Kesigapan petugas hotel di restoran perlu ditingkatkan, karena ketika salah satu makanan atau peralatan makan habis, perlu waktu yang lama untuk menyiapkannya lagi. Waktu itu aku nungguin lama ketika hendak minum karena gelasnya habis. Lain waktu, aku datang ke resto jam 7, bubur ayamnya belum siap. Menunya yang disajikan lho nggak banyak, tapi kok sampai telat begitu. Padahal kan jam makan pagi dimulai sejak jam enam, artinya sudah satu jam berlalu tapi makanan belum semuanya siap.


Wisata Kuliner di Jakarta
Cuaca di Jakarta tidak bisa ditebak, sama seperti di Surabaya. Jadi niat untuk kulineran tidak begitu menggelora. Namun kemarin sempat mencoba Nasi Uduk dan Soto Betawi.

Nasi Uduk beli di Kedai Nasi Uduk Zainal Fanani, letaknya tak jauh dari hotel yaitu di Jalan Kebong Kacang. Kebon Kacang dikenal sebagi pusat nasi uduk di Jakarta. Aku ke sana ditemani oleh Kusdiana, teman di IOP dulu yang sekarang kerja di Jakarta. Kedai ini selalu ramai di jam makan. Karena aku datang sudah jam delapan malam, maka sudah tidak terlalu ramai.


Nasi uduknya dalam porsi kecil, jadi sebaiknya jangan sungkan nambah kalau tidak mau kelaparan. Hadir dengan dibungkus daun pisang dan dilengkapi taburan bawang goreng, rasa gurihnya pas. Untuk lauk aku memilih udang goreng. Sambal yang tersedia ada sambal bajak dan sambal kacang. Sayangnya, sambalnya kurang pedas untuk lidaku. Pilihan lauk yang tersedia adalah ayam goreng, empal, udang, tahu, tempe dan jerohan sapi. Bisa juga pesan lalapan, kerupuk, emping dan asinan untuk meramaikan suasana. Makan berdua plus minuman habis sekitar seratus ribuan.


Kuliner kedua yang aku coba adalah Soto Betawi Bang Japri yang terletak di food court Sarinah Building. 


Alhamdulillah pilihanku tidak salah. Dagingnya empuk, bumbunya berasa tapi tidak membuat eneg. Semangkuk soto tanpa nasi, hadir ditemani emping belinjo dan potongan tomat. Makanan hangat  dan pedas memang cocok dimakan saat gerimis.


Sebenarnya pengen ke Jalan Sabang yang dikenal sebagai sentral kuliner di seputaran Thamrin. Tapi apa daya cuaca tidak mendukung. Jadi aku memilih cari makan di jalan searah dari Sarinah ke hotel saja. Pernah juga beli makan di McD karena hujan mulai deras. Tapi tak mengapa, hikmahnya aku bisa me time di hotel dengan membaca buku, hobi lama yang jarang aku lakukan akhir-akhir ini karena alasan kesibukkan. Alhamdulillah buku Hujan karya Tere Liye tertamatkan.
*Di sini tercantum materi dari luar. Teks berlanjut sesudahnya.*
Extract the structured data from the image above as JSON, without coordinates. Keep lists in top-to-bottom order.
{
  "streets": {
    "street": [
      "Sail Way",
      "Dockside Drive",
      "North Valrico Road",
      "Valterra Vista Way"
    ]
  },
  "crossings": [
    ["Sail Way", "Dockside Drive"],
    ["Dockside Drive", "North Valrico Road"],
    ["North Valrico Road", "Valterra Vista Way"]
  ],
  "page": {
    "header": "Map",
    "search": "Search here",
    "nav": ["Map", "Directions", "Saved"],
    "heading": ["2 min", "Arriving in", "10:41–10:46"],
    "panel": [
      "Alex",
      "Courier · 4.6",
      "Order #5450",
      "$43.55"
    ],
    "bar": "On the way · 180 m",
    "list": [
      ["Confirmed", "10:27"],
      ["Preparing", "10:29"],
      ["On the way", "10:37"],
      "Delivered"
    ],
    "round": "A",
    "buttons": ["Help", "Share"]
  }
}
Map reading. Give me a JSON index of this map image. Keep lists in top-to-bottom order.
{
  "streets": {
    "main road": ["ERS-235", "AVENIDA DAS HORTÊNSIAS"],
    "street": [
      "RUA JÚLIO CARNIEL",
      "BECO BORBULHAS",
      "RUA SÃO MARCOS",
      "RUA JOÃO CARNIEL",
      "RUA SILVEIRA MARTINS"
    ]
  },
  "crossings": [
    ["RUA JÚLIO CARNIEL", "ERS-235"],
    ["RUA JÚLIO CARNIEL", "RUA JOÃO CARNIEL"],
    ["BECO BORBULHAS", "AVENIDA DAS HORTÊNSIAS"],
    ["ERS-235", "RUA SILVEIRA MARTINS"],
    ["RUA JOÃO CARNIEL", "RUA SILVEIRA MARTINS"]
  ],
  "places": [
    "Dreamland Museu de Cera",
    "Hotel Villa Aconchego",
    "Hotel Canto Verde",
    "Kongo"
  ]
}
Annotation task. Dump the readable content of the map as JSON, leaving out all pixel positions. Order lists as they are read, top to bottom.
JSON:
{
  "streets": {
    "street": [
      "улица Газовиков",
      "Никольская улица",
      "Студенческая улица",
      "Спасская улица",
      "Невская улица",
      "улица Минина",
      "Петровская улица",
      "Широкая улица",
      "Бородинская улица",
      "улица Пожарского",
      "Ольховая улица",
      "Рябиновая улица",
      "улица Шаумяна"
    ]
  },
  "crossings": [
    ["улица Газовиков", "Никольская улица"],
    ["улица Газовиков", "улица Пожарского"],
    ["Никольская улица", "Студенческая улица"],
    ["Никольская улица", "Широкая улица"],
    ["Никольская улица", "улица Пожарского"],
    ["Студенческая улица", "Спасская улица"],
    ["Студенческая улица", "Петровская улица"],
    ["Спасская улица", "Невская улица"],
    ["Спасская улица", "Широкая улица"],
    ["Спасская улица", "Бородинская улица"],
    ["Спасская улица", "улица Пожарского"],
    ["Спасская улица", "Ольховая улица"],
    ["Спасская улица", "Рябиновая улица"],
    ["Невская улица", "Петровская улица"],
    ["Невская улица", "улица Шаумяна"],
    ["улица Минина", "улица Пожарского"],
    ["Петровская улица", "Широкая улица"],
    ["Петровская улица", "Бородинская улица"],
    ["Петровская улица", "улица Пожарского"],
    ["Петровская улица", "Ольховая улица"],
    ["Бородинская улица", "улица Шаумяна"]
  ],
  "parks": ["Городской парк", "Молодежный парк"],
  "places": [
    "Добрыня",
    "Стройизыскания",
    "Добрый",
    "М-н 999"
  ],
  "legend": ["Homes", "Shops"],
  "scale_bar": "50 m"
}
Oiya, kemarin juga sempat ketemuan dengan Mbak Ria, teman seperjuangan sekosan waktu kuliah dulu. So happy. Yang paling menyenangkan dari perjalanan dinas adalah bisa ketemuan sama teman yang, mungkin, sudah lama tidak bertemu.

Comments

Popular posts from this blog

Nasi Pupuk

Nasi Pupuk adalah Nasi Campur khas Madiun. Biasa ada di resepsi perkawinan dengan konsep tradisional, bukan prasmanan. Makanya biasa juga disebut Nasi Manten. Isinya adalah sambal goreng (bisa sambel goreng kentang, krecek, ati, daging, atau printil), opor ayam (bisa juga diganti opor telur), acar mentah dan krupuk udang. Berhubung sudah lama tidak ke mantenan tradisional, jadi aku sudah lama banget tidak menikmatinya. So, membuat sendirilah pilihannya. Soalnya tidak ada mantenan dalam waktu dekat juga. Hehehe. Alhamdulillah bisa makan dengan puas :) Happy cooking, happy eating.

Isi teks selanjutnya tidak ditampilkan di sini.